No one writes on the subject of wine with more authority but at the same time humble inquisition, as Hugh Johnson. Avoiding technical jargon, he delivers the most beautiful prose that wine deserves and his prolific commentary on wine leads me to give him full blame for placing me where I find myself today. Reading his work, I am awed by his depth of thought applied to both the great wines and the more obscure. I felt an irresistible desire to be part of the wine world which he captured with his words. I continue to feel the responsibility that he has demanded over the years, to be authentic, not ‘all things to all men’.
Dr. Michael Mosley’s series ‘Secrets of your food’ has certainly updated the interaction between wine (food), our senses and our brain. We have come a long way since the 1980’s, with the discovery of a fifth taste receptor for ‘Umami’(think proteins and amino acids of meat and cheese) on the tongue, 20+ channels of bitter receptors and over 3000 (and counting) aroma receptors in our nose which can influence our taste perception. Add to this, our ability now to track pathways of neural activity linking areas of recognition, pleasure, memory and emotion all influencing conscious thought and then behaviour.
I am now more able to understand the profound impact of European wine on my younger self. Some of the magic spell can now be explained by examining the complex chemistry of wine at play and the equally complex systems in our senses and brain that respond to their stimuli.
A winemaker must fully appreciate the biological stamp that fermentation imparts, changing the blandness of juice to the potentially sublime heights of great wine. Is it chemistry, biochemistry or alchemy?
Finally to the TED talk by Simon Sinek that prompted my thought process. He talks about the 3 layers or rings that describe a company, organisation or movement- what you do, how you do it and at the heart, why you do it. He then compares this to the layered assembly of our brain. The most important part at the centre is why you do whatever you have set yourself, the unconscious driver of your behaviour.

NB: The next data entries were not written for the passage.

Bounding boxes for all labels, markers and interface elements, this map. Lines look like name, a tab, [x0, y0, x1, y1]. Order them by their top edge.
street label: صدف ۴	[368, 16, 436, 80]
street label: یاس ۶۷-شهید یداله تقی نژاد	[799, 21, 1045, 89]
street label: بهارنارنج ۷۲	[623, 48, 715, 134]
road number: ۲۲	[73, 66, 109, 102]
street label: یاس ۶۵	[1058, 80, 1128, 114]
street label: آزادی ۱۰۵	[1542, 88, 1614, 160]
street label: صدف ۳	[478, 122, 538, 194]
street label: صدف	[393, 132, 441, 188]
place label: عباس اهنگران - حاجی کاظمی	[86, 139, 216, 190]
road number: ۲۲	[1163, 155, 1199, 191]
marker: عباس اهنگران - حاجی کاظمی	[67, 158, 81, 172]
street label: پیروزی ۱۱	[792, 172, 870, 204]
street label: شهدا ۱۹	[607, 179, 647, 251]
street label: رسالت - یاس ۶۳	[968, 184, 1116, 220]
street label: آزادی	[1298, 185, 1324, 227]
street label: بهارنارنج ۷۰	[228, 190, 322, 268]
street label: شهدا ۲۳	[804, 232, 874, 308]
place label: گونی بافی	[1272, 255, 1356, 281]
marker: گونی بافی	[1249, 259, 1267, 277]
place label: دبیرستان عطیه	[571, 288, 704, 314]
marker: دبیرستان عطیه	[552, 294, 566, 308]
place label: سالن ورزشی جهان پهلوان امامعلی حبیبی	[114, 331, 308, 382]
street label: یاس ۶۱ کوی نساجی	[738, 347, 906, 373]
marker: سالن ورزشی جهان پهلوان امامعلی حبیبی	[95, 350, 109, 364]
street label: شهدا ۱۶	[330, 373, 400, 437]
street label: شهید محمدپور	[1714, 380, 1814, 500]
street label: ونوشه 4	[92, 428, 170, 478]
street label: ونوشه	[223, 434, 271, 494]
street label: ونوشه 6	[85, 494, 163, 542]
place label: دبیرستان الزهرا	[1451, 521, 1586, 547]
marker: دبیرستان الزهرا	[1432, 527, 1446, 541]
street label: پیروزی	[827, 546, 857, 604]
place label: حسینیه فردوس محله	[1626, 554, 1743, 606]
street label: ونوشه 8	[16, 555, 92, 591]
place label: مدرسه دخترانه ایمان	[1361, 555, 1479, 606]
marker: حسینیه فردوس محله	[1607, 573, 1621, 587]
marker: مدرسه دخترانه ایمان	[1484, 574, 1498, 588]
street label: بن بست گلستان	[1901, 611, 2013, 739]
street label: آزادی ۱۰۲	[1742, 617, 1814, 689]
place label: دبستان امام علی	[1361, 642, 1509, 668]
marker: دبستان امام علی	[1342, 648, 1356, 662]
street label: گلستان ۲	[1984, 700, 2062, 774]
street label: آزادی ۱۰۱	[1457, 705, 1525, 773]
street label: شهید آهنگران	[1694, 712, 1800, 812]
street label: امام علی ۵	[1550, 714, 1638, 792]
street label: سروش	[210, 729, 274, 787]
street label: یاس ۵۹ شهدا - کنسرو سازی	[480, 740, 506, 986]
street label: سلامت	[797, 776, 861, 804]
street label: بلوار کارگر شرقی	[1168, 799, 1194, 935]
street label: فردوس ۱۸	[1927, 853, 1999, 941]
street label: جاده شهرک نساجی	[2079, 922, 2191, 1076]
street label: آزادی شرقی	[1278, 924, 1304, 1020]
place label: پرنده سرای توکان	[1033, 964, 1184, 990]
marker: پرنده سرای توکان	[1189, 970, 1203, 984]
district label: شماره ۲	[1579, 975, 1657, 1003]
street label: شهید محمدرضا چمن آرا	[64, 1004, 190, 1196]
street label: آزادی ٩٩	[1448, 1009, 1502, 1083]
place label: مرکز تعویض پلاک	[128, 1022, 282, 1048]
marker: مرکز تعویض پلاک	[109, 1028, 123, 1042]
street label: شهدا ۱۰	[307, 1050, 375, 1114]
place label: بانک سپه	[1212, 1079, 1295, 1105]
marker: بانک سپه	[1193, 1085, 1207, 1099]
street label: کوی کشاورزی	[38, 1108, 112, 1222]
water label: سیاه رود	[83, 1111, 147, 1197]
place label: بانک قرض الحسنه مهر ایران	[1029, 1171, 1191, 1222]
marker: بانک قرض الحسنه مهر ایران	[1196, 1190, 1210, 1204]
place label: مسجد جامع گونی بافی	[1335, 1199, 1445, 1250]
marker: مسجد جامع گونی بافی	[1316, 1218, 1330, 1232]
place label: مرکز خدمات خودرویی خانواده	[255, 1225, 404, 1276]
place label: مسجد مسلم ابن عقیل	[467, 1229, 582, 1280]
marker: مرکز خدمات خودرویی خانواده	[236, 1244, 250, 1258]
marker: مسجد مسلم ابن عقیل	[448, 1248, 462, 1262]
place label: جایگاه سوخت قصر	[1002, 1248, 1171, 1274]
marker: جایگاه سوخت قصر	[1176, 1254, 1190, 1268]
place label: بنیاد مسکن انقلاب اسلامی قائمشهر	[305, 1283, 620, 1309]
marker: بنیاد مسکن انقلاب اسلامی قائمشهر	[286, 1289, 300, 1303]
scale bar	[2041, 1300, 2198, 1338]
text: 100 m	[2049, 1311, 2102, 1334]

I have felt driven to explore what can be derived from my chosen site here in Tasmania using the many soil types we have available, grape varieties and blends, and the application of simple winemaking techniques allowing wild ferments, relying on indigenous yeast and bacteria to work on the juice in a naturally cascading progression, then allowing time on lees, in barrel, to extract the full flavour and aroma profile to deliver the most authentic and remarkable wine possible. We then hold back the release of the new wines until they have opened up to reveal their potential.
I was educated in the fields of science but I now realise that I am, in a way, an artist. We don’t ’produce’ a wine like some assembled mechanical product. We ‘create’ a wine at all stages, from the grapes on the vine to the wine in the glass, guiding a series of natural processes. Eventually, the wine is presented to the world of wine lovers and I hold my breath…, will they love, hate or ignore what we have created?
My spirits rise when wine writers wax lyrically about our wine, or wine buyers list our wine at the best restaurants but I am equally sensitive when I fail to make an impact. With any piece of artwork, you put a part of yourself up for judgement, when you take the risk of putting on an exhibition. Each time wondering, why do I do this?
So now to the question, ‘why do I do what I do?’, and the answer is, I believed, and still do, that I can make wine as great as the greatest wines of the ‘Old World’. I am not intimidated by the prestige and aura of the great wines of Europe, but I respect their historical development over time and I am grateful for their direction. I’ve had 33 happy years working towards that end and look forward to many more!